Harbinger Consultants

Creative Sustainability :: Place, People, Product, Potential, Partnership + Pollinating

FIELDWORK | Central Western Queensland

We’ve spent the last week doing fieldwork in Central Western Queensland for economic and community development projects: a visitor experience study addressing how to enhance tourism, and strategic and change planning for a community facility, which is facing a reorganisation of its services and funding. This is the stuff of the ‘Ps’ defining our working methodology – place, people, product, potential, partnership + pollinating. In this context, the pollinating aspect involves drawing out the latent creativity in a community through engaging processes and empowerment. Communities are tired of being swamped by problems – they want to mobilise in a way that realises potential. Sometimes this requires improvisation and sometimes it requires detailed planning.

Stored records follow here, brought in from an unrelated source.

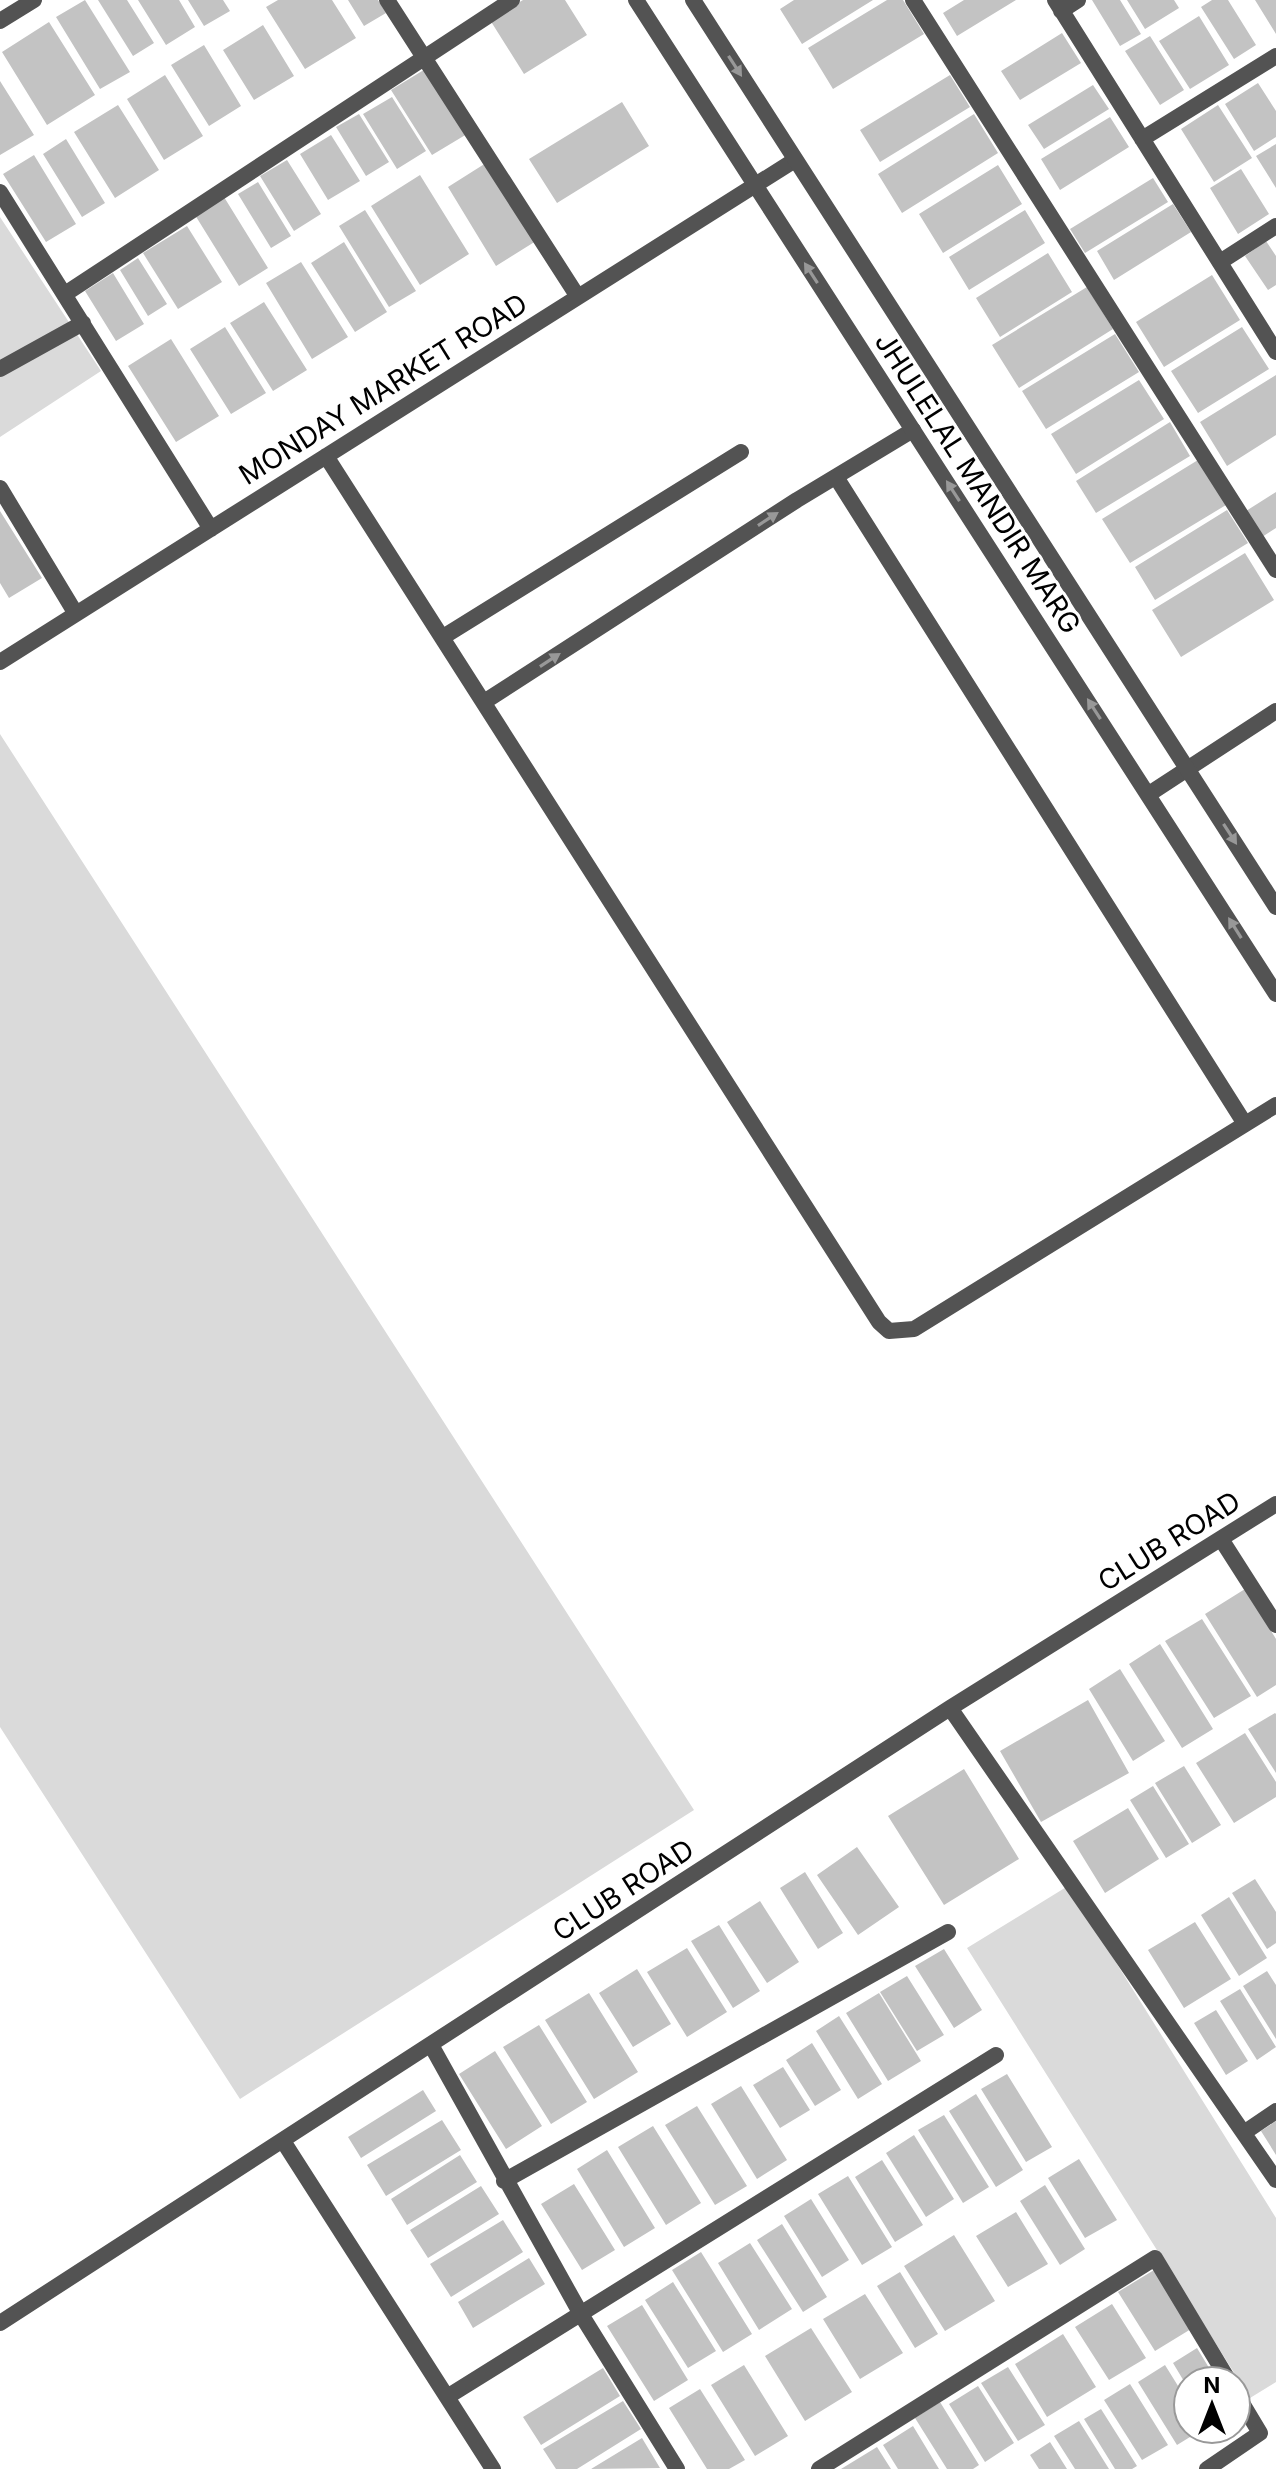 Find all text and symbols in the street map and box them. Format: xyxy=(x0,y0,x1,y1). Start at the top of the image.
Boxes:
one-way arrow xyxy=(727,55,741,77)
one-way arrow xyxy=(804,262,819,284)
street label: MONDAY MARKET ROAD xyxy=(233,286,533,492)
street label: JHULELAL MANDIR MARG xyxy=(868,326,1088,640)
one-way arrow xyxy=(946,480,960,502)
one-way arrow xyxy=(757,512,779,526)
one-way arrow xyxy=(539,652,560,667)
one-way arrow xyxy=(1087,699,1102,720)
one-way arrow xyxy=(1222,823,1237,844)
one-way arrow xyxy=(1228,917,1242,939)
street label: CLUB ROAD xyxy=(1092,1484,1246,1598)
street label: CLUB ROAD xyxy=(546,1832,700,1948)
north arrow xyxy=(1172,2365,1252,2445)
text: N xyxy=(1204,2372,1220,2398) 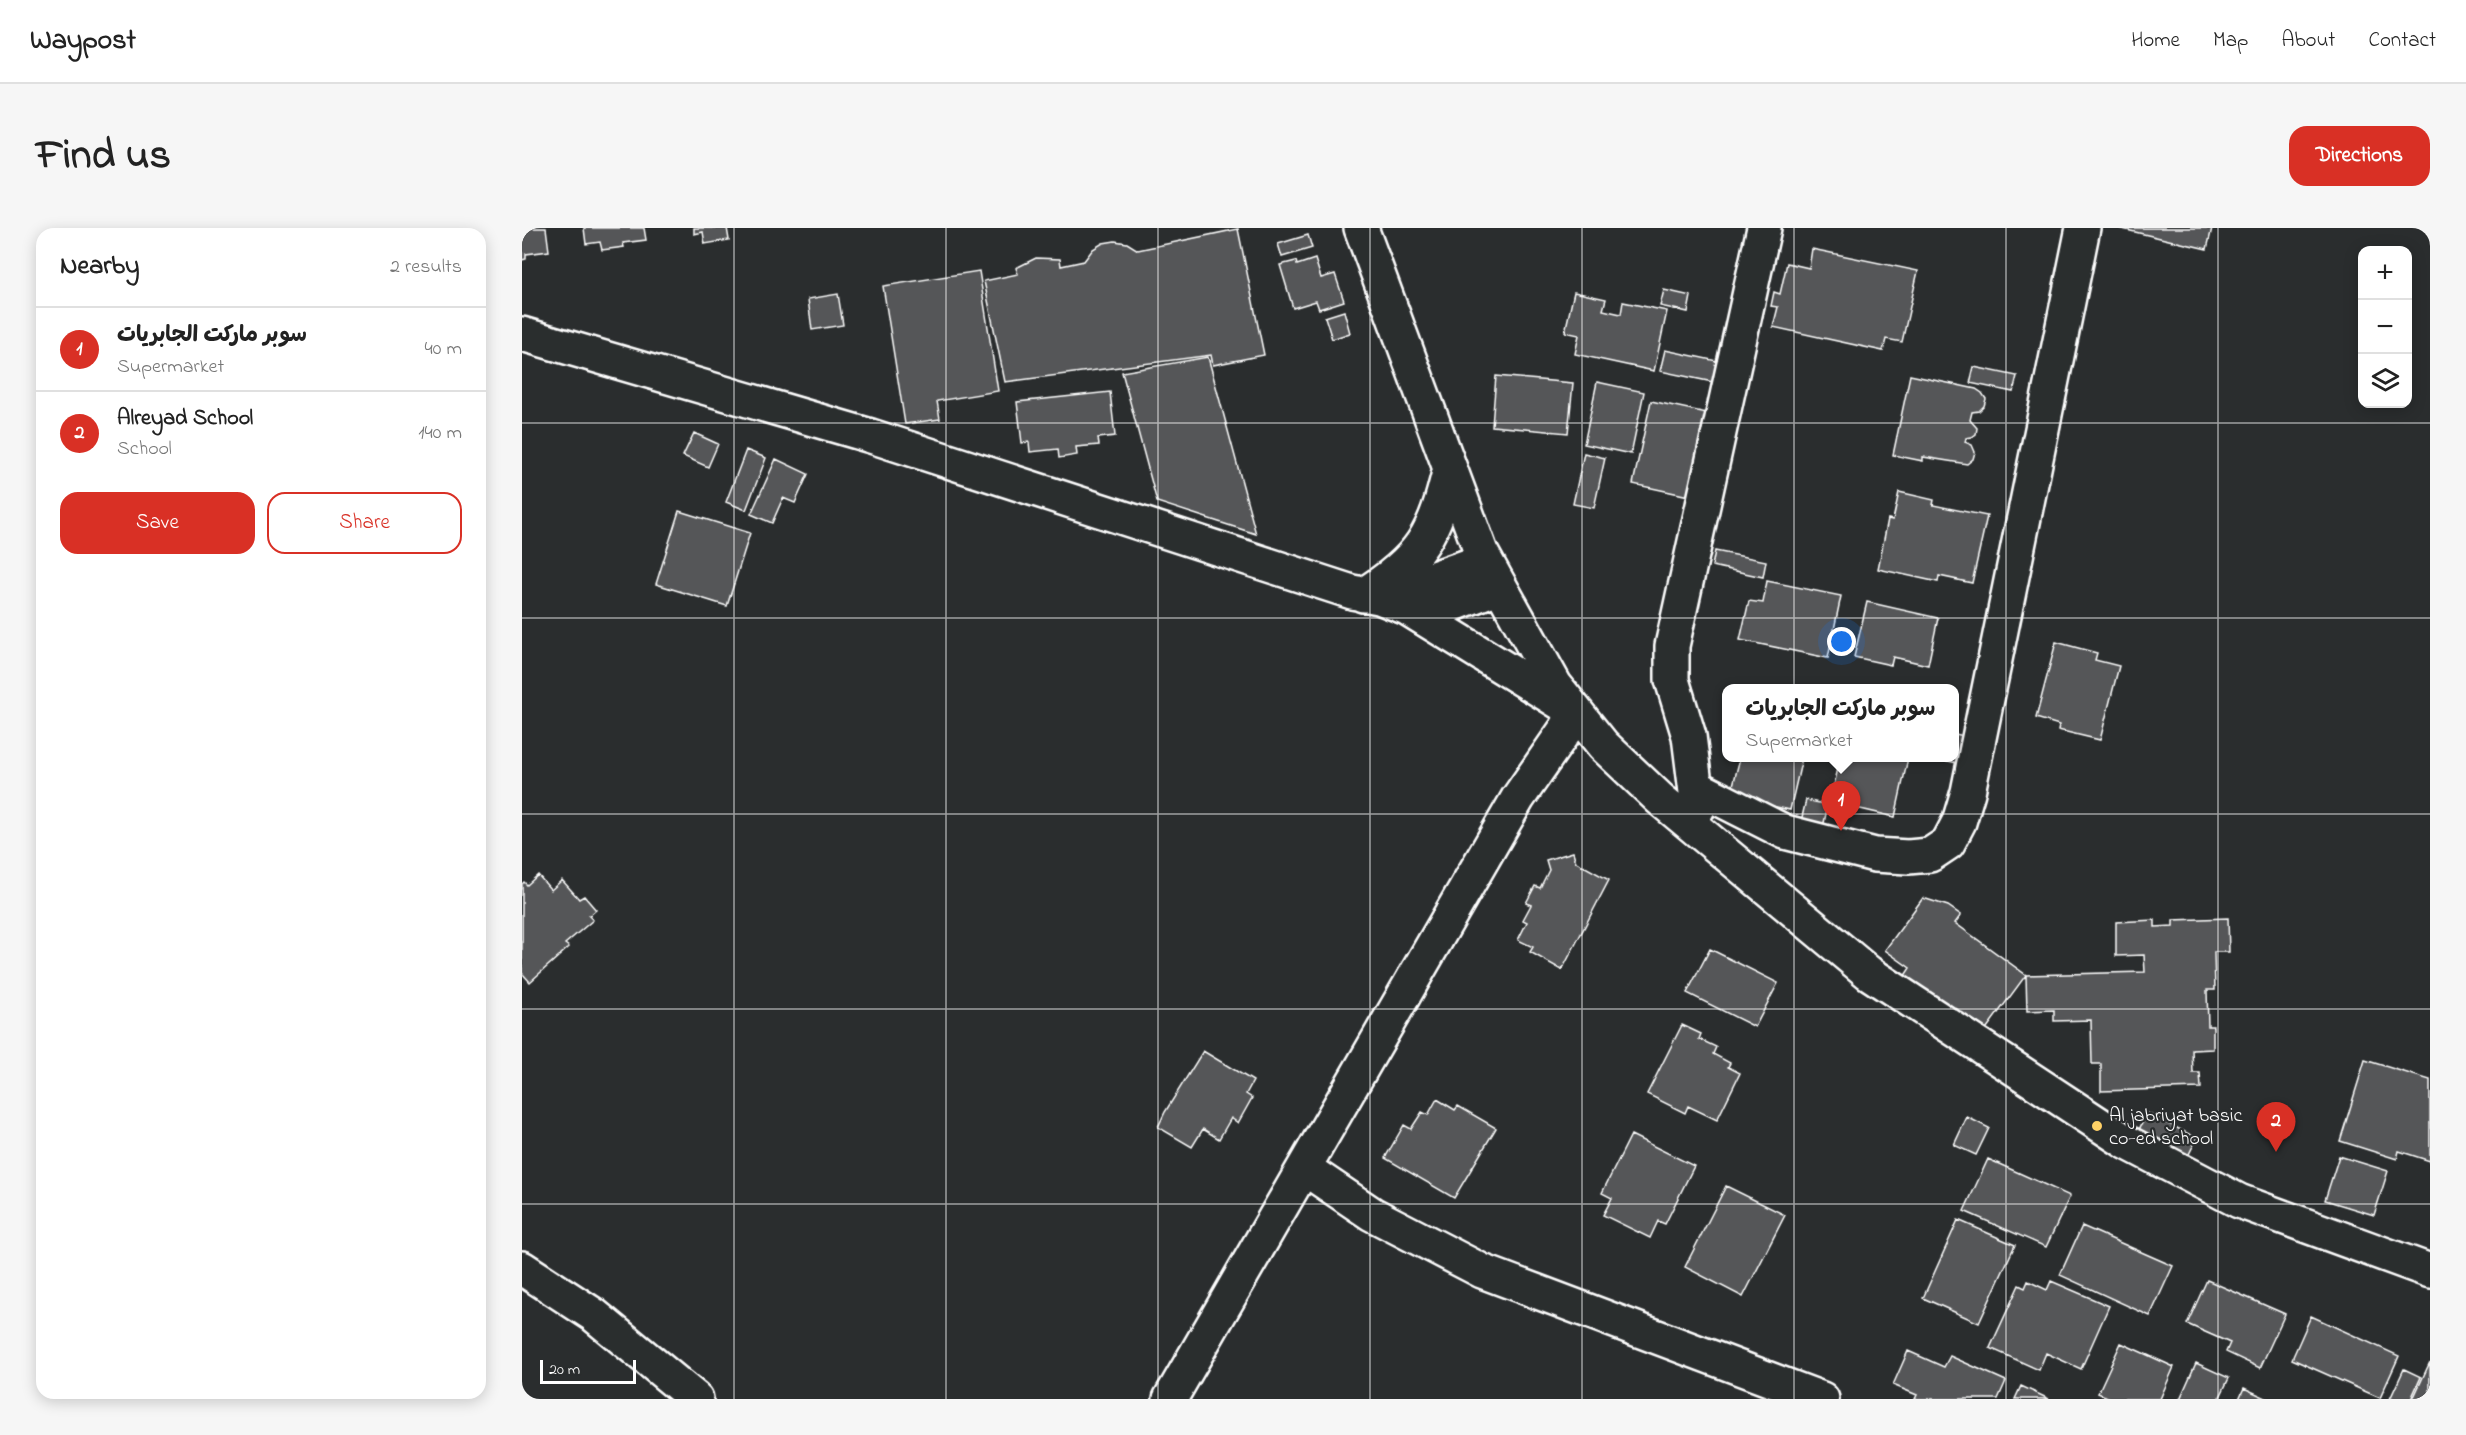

The visitor experience study builds on work undertaken for a pre-feasibility and feasibility study for a tourist facility in Tambo. As this project is unlikely to proceed in the near future, we were invited back to the community to explore how visitor experience can be enhanced. A visitor experience study would provide further baseline data for developing destination management. With the tourist season drawing to an close for the year, we developed an approach comprised of a printed survey made available via the Visitor Information Centre and other key locations in the town as well as ground truthing through face to face street interviews with visitors, face to face interviews with business operators, consultations with Councillors, and consultations with community groups which provided a range of insights and ideas.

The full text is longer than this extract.